▸ Exercise requirements:
Produce an exact copy of the lines from the line containing "Give me a JSON index of the picture." through the last line of the entries below, and only those lines.

▸ Records to process:
_ _ _

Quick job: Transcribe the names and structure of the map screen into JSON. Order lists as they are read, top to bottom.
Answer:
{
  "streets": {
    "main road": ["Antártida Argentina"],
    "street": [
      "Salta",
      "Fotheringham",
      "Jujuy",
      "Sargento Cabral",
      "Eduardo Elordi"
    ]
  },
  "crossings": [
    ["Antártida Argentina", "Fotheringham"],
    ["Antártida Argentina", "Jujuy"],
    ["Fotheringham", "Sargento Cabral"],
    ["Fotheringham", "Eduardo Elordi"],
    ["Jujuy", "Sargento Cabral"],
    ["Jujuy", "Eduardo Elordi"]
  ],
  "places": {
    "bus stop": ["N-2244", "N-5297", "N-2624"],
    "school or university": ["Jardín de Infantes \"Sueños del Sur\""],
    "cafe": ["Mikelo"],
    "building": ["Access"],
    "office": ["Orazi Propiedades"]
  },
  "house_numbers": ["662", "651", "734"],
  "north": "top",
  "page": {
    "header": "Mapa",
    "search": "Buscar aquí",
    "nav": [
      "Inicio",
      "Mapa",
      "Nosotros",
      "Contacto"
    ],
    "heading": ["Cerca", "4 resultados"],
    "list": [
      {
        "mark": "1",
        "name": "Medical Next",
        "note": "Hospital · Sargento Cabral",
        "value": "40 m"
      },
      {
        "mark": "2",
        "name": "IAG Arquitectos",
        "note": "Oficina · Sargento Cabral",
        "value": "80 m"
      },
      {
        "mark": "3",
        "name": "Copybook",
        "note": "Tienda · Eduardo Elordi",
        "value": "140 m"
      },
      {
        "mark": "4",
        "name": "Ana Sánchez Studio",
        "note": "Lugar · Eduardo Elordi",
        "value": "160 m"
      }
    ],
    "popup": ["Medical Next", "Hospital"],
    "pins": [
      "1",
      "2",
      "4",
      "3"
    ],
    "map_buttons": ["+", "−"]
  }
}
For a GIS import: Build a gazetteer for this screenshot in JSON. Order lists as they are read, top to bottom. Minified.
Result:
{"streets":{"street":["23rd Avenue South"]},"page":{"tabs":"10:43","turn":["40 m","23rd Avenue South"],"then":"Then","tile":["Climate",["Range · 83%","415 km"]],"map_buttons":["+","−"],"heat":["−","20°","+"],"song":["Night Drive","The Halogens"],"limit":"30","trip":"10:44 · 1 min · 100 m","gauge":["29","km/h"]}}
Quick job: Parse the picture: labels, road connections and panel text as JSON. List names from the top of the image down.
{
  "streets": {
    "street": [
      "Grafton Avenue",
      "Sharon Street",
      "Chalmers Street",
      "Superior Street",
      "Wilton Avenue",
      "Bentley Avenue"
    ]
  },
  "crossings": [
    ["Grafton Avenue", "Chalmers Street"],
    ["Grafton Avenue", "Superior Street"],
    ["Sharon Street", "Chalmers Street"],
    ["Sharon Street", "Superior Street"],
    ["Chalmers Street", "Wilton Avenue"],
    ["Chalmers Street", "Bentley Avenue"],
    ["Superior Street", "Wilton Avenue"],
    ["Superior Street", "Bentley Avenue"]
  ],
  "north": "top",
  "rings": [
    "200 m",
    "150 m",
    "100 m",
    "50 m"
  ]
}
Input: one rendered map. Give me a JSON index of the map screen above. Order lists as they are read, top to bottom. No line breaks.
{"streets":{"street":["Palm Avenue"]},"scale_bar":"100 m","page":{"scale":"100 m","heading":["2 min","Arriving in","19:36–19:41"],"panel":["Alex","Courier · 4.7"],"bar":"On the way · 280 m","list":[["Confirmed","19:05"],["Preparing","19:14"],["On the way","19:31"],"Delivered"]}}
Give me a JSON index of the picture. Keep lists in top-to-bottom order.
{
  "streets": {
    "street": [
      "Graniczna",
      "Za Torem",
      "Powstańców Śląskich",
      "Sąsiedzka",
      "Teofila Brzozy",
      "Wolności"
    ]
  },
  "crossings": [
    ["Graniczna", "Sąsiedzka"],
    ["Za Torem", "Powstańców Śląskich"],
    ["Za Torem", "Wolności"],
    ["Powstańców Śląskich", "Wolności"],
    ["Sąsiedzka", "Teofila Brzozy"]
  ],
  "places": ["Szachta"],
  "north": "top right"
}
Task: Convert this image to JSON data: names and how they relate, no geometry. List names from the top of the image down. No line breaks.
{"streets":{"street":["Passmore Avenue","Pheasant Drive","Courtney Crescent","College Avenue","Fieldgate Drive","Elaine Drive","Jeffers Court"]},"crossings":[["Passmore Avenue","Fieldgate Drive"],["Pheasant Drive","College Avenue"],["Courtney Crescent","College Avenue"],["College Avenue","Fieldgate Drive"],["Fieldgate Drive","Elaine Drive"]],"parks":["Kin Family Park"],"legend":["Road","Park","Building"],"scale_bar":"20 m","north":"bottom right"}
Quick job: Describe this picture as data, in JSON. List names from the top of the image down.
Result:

_ _ _

▸ Written response:
Give me a JSON index of the picture. Keep lists in top-to-bottom order.
{
  "streets": {
    "street": [
      "Graniczna",
      "Za Torem",
      "Powstańców Śląskich",
      "Sąsiedzka",
      "Teofila Brzozy",
      "Wolności"
    ]
  },
  "crossings": [
    ["Graniczna", "Sąsiedzka"],
    ["Za Torem", "Powstańców Śląskich"],
    ["Za Torem", "Wolności"],
    ["Powstańców Śląskich", "Wolności"],
    ["Sąsiedzka", "Teofila Brzozy"]
  ],
  "places": ["Szachta"],
  "north": "top right"
}
Task: Convert this image to JSON data: names and how they relate, no geometry. List names from the top of the image down. No line breaks.
{"streets":{"street":["Passmore Avenue","Pheasant Drive","Courtney Crescent","College Avenue","Fieldgate Drive","Elaine Drive","Jeffers Court"]},"crossings":[["Passmore Avenue","Fieldgate Drive"],["Pheasant Drive","College Avenue"],["Courtney Crescent","College Avenue"],["College Avenue","Fieldgate Drive"],["Fieldgate Drive","Elaine Drive"]],"parks":["Kin Family Park"],"legend":["Road","Park","Building"],"scale_bar":"20 m","north":"bottom right"}
Quick job: Describe this picture as data, in JSON. List names from the top of the image down.
Result:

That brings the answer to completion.